Drinks at the FCC: In terms of dining in Phenom Penh, you will find something for every budget. There is also a good mix of Cambodian and Western food options. One place along the water you cannot miss is the Foreign Correspondent’s Club. We both come from journalist backgrounds, so we geek out at a place like this. Even if you hate current events, the top floor has a fantastic view of Phenom Penh. It also has happy hour deals (buy one, get one free) for budget travelers. We waited until it got dark and then hung out up there for a few hours.


48 Hours in Phnom Penh – Day 2

Wat Phnom Hill: Start off the morning in the northern part of the city, climbing the only hill in Phnom Penh!
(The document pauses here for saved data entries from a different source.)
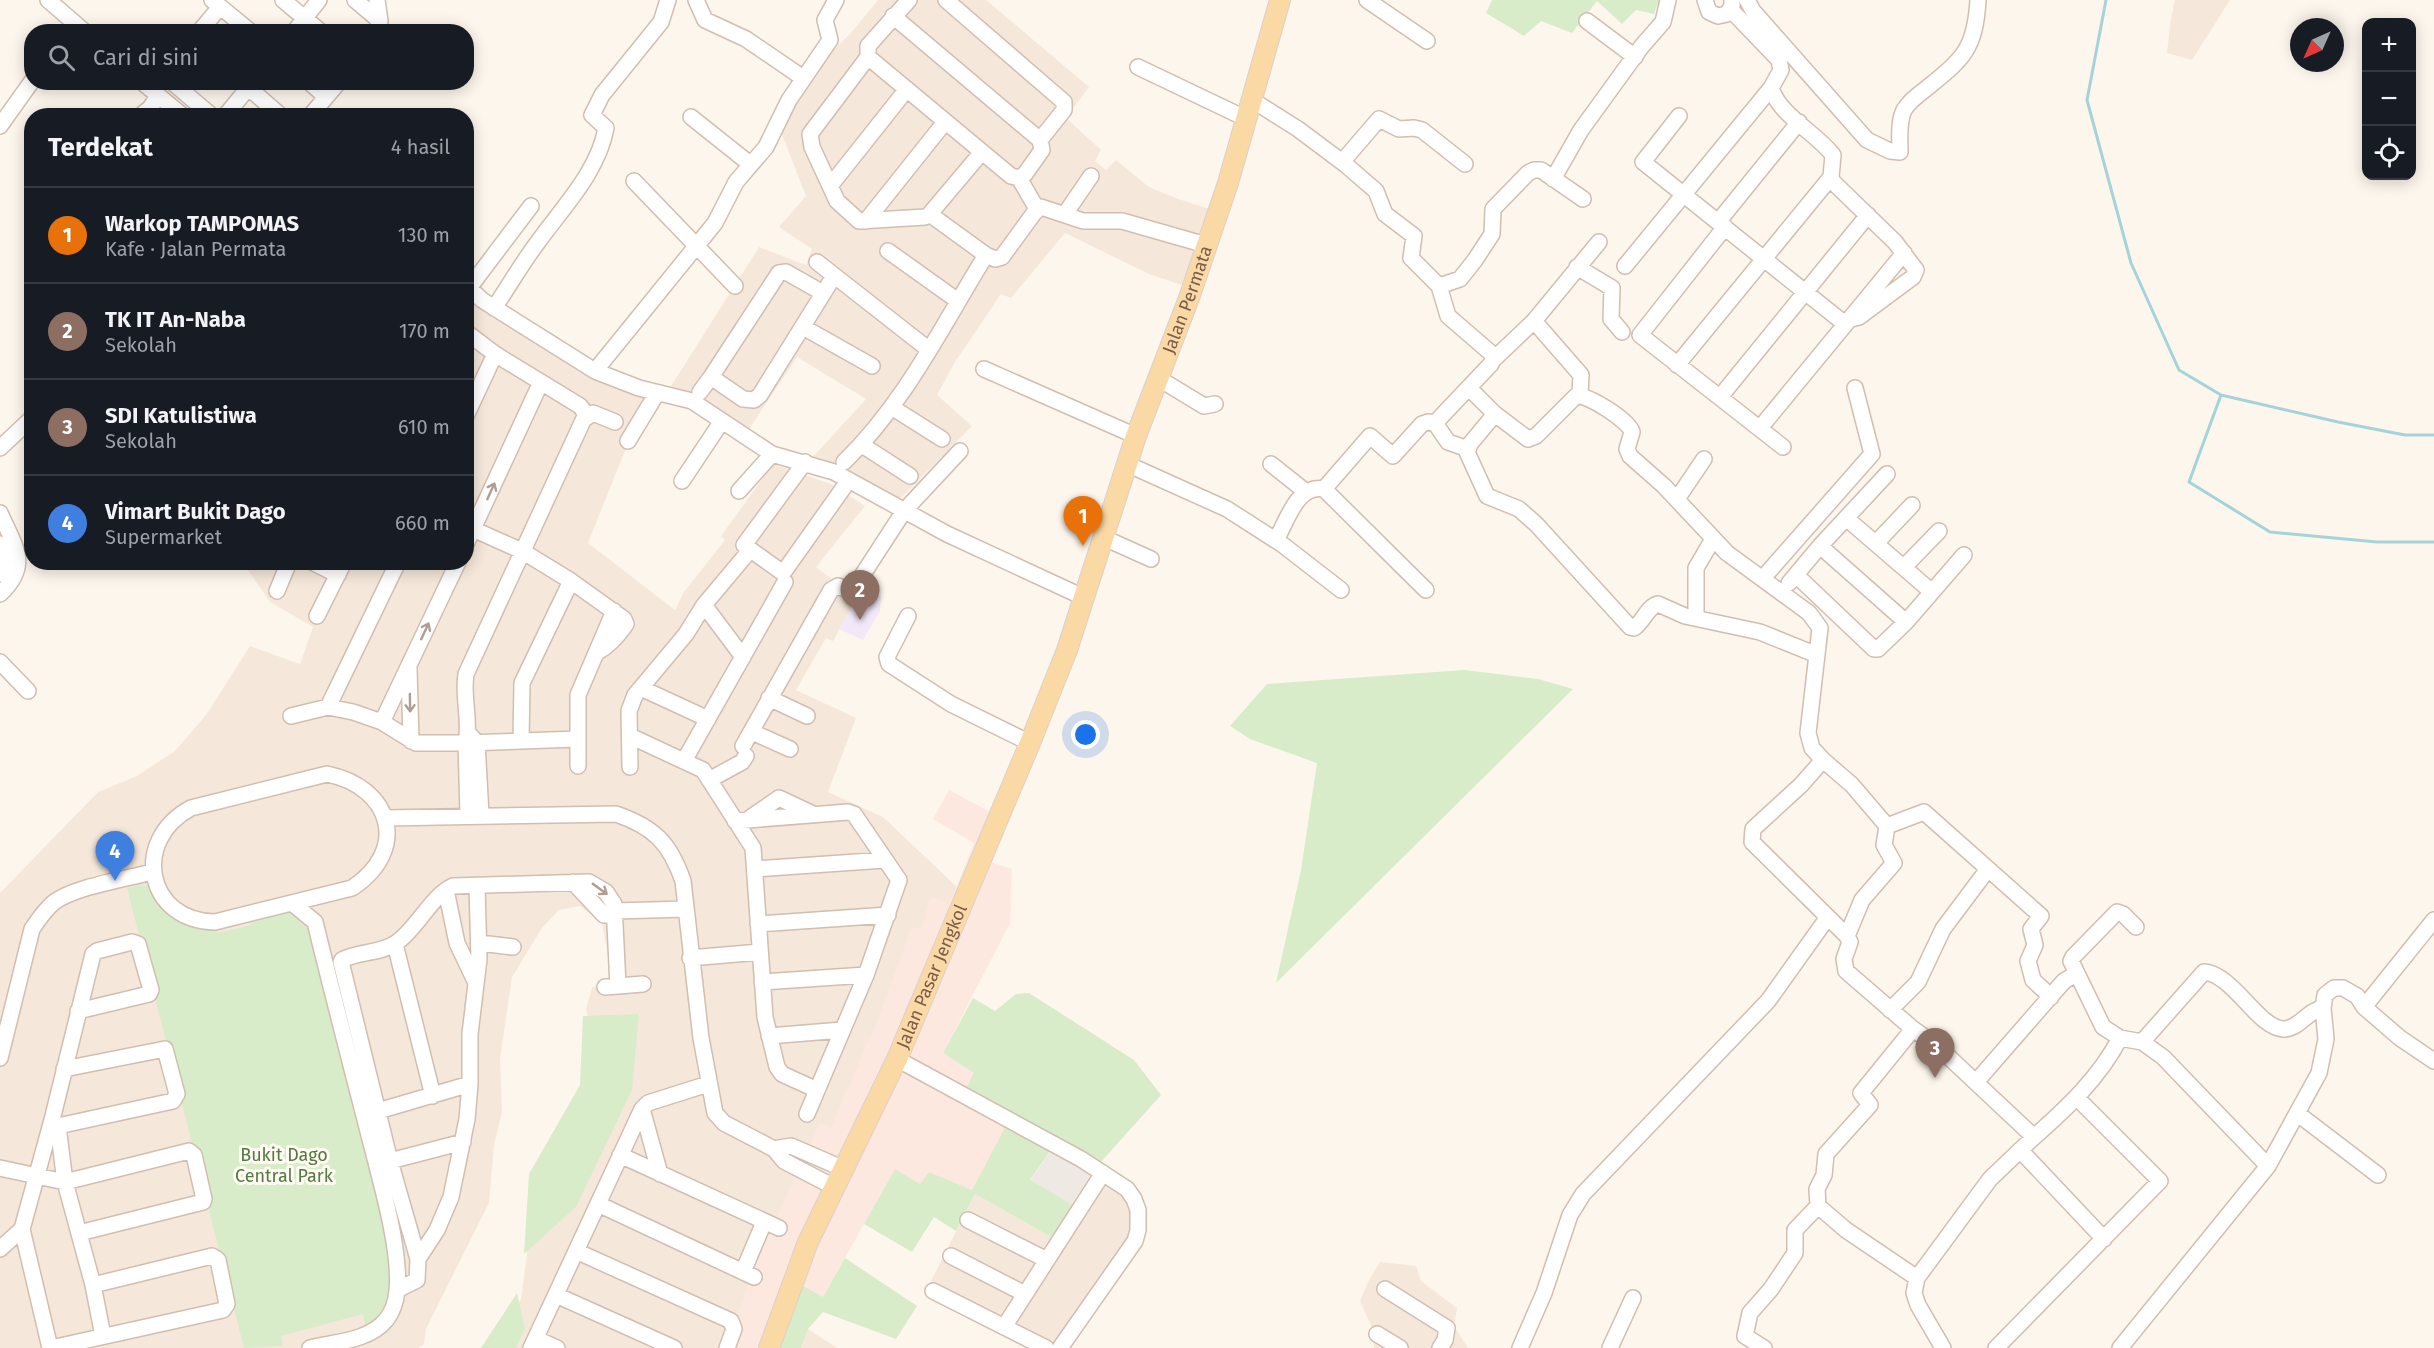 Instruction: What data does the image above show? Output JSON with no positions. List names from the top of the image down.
{
  "streets": {
    "main road": ["Jalan Permata", "Jalan Pasar Jengkol"]
  },
  "crossings": [
    ["Jalan Permata", "Jalan Pasar Jengkol"]
  ],
  "parks": ["Bukit Dago Central Park"],
  "north": "bottom left",
  "page": {
    "map_buttons": ["+", "−"],
    "search": "Cari di sini",
    "heading": ["Terdekat", "4 hasil"],
    "list": [
      {
        "mark": "1",
        "name": "Warkop TAMPOMAS",
        "note": "Kafe · Jalan Permata",
        "value": "130 m"
      },
      {
        "mark": "2",
        "name": "TK IT An-Naba",
        "note": "Sekolah",
        "value": "170 m"
      },
      {
        "mark": "3",
        "name": "SDI Katulistiwa",
        "note": "Sekolah",
        "value": "610 m"
      },
      {
        "mark": "4",
        "name": "Vimart Bukit Dago",
        "note": "Supermarket",
        "value": "660 m"
      }
    ],
    "pins": [
      "1",
      "2",
      "4",
      "3"
    ]
  }
} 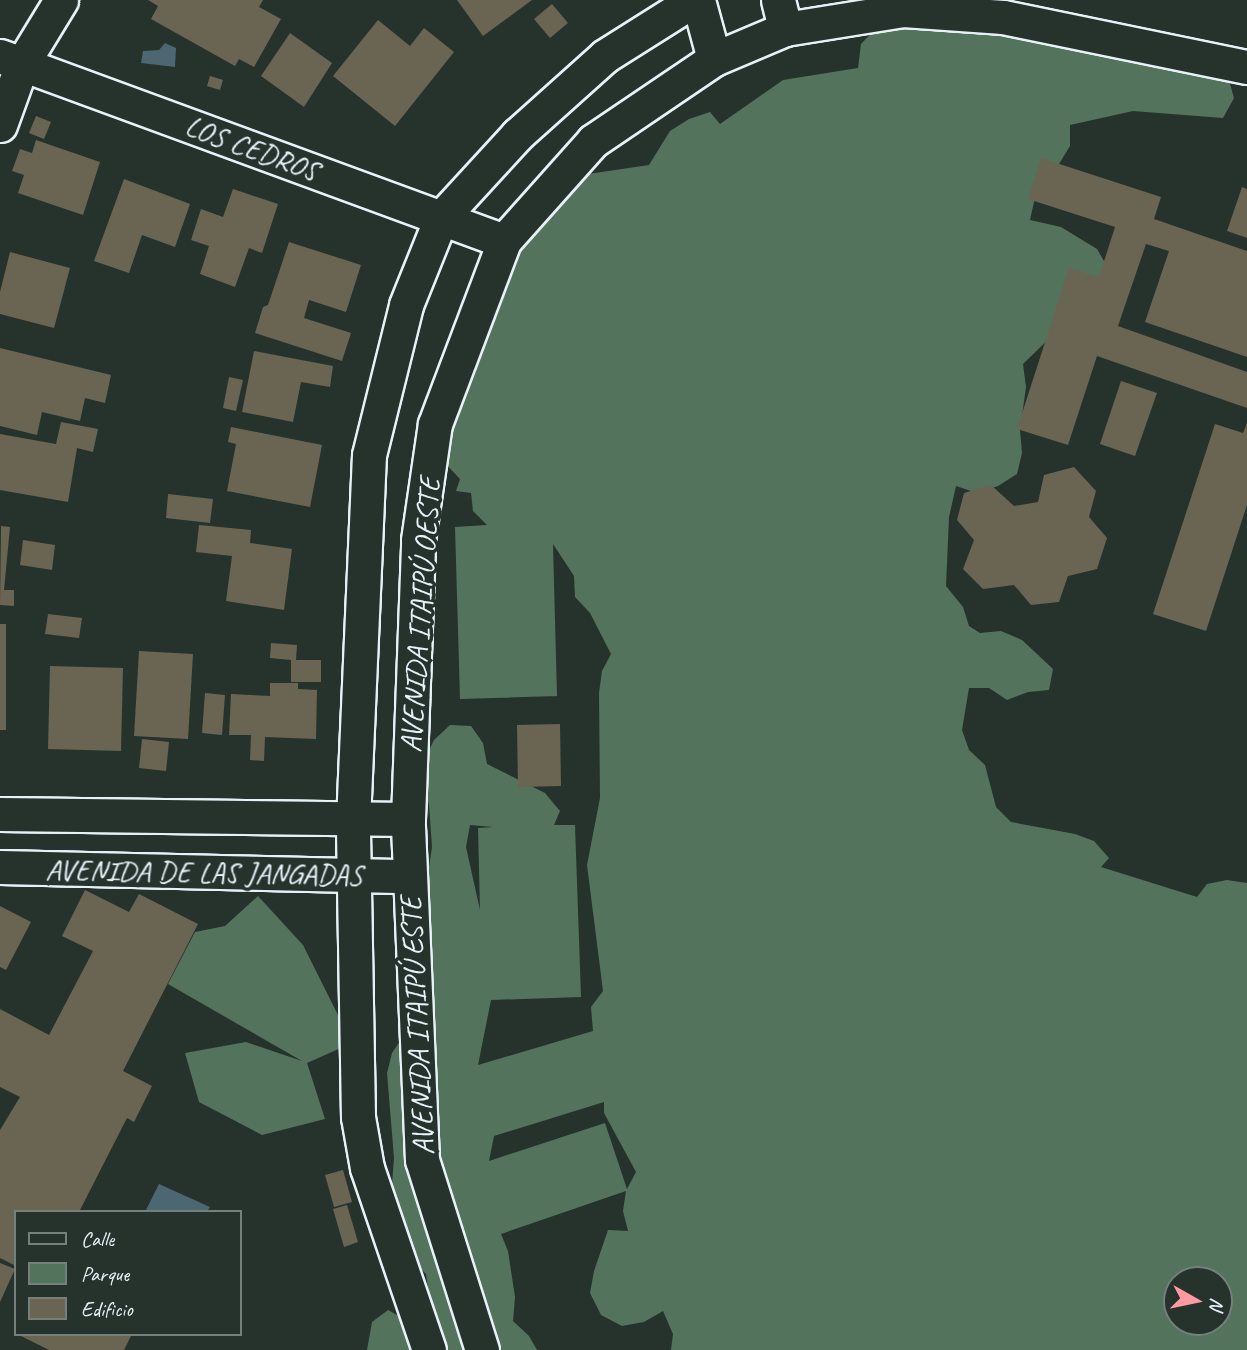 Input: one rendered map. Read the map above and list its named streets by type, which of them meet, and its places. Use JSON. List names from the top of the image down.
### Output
{
  "streets": {
    "street": [
      "LOS CEDROS",
      "AVENIDA ITAIPÚ OESTE",
      "AVENIDA DE LAS JANGADAS",
      "AVENIDA ITAIPÚ ESTE"
    ]
  },
  "crossings": [
    ["LOS CEDROS", "AVENIDA ITAIPÚ OESTE"],
    ["AVENIDA ITAIPÚ OESTE", "AVENIDA DE LAS JANGADAS"],
    ["AVENIDA ITAIPÚ OESTE", "AVENIDA ITAIPÚ ESTE"],
    ["AVENIDA DE LAS JANGADAS", "AVENIDA ITAIPÚ ESTE"]
  ],
  "legend": ["Calle", "Parque", "Edificio"],
  "north": "right"
} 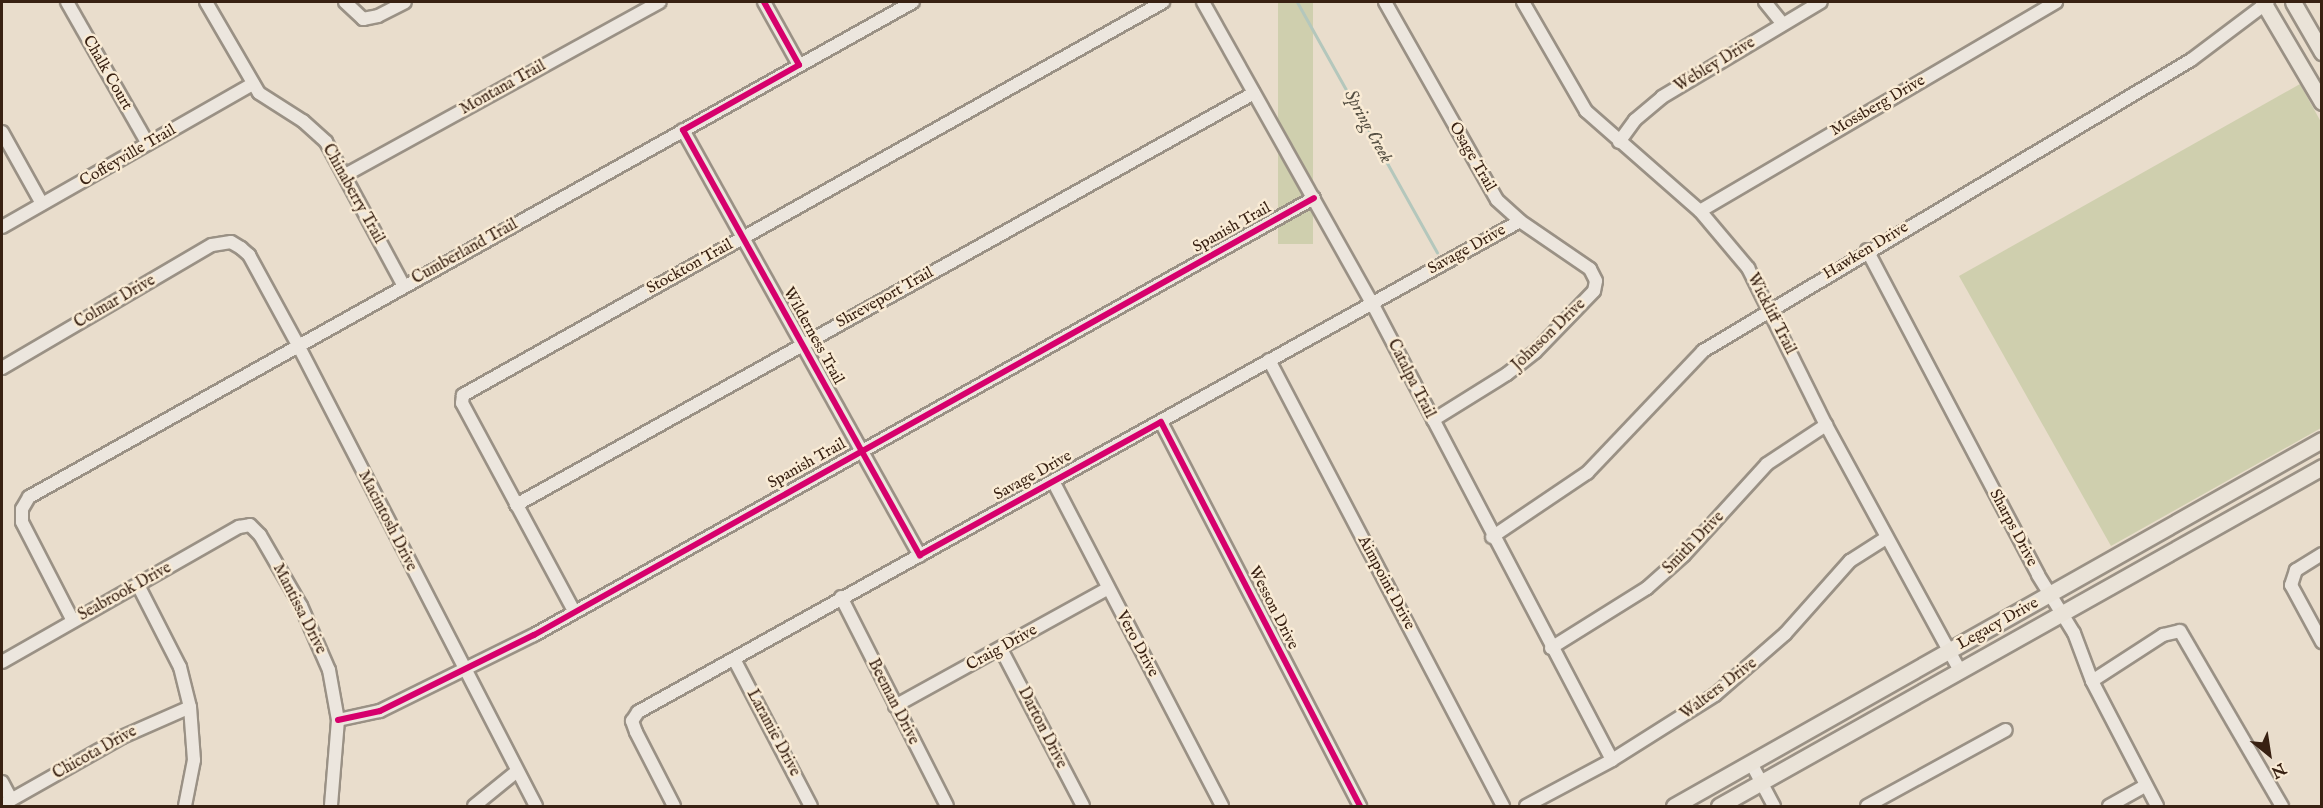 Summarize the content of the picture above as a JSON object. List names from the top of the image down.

On top of this 27 meter-high hill sits Wat Phnom, a Buddhist pagoda. It was first built in 1373 and has been restored many times since then. Today, many people come to the pagoda to pray for good luck and success in their lives. While you probably won’t spend too much time here, the eastern staircase featuring lions and snakes is definitely worth a photo or two.


Central Market: Phnom Penh has several markets, so you should check out at least one. Central Market was our favorite. The building that houses the market is designed in a cross-shape with a dome in the center. That makes it pretty easy to find your way around, even though it’s usually packed with people. Here you can find jewelry, clothing, accessories, food, home goods, and the list goes on. We didn’t even buy that much. But, it’s definitely an interesting atmosphere.


Independence Monument: The lotus-style structure of this monument is just as interesting as the Naga (snake) heads extending off the tower. It was built in 1958 to celebrate Cambodia’s independence from France. The Independence Monument is the centerpiece of several of Phnom Penh’s celebrations. We originally planned to visit it at night because we were told that it looks amazing lit up. But, we soon found out that the lights are only turned on for special occasions. Check with your accommodation to see if the monument will be lit at night. Otherwise, a day visit is totally acceptable.



Toul Sleng Genocide Museum: This former high school became the largest prison and torture center in the country during the Khmer Rouge regime. It is known as S-21. Thousands of prisoners were tortured here and sent to Cheong Ek to be killed. Only 7 prisoners were found alive when S-21 was liberated. For $2, visitors can walk room-to-room through the prison complex. A very eerie experience. Most of the visuals added to the exhibit are photographs of the prisoners, including torture photos. It may be worth doing some research before going so you go in with a good understanding of the site.

We actually did the Killing Fields and Tuol Seng Museum on the same day. We’ve split them up over two days on this itinerary because they are extremely heavy and depressing. That being said, they are an unforgettable part of Cambodia’s history and worth seeing.


Preah Sisowath Quay – The Riverfront: Phew, now it’s finally time to relax and enjoy the beauty of modern Phnom Penh. Spend your final evening or night in the city dining and walking along the riverfront. There is plenty of space to walk along the paved area next to the river. It gets very busy at night, but it’s still very peaceful.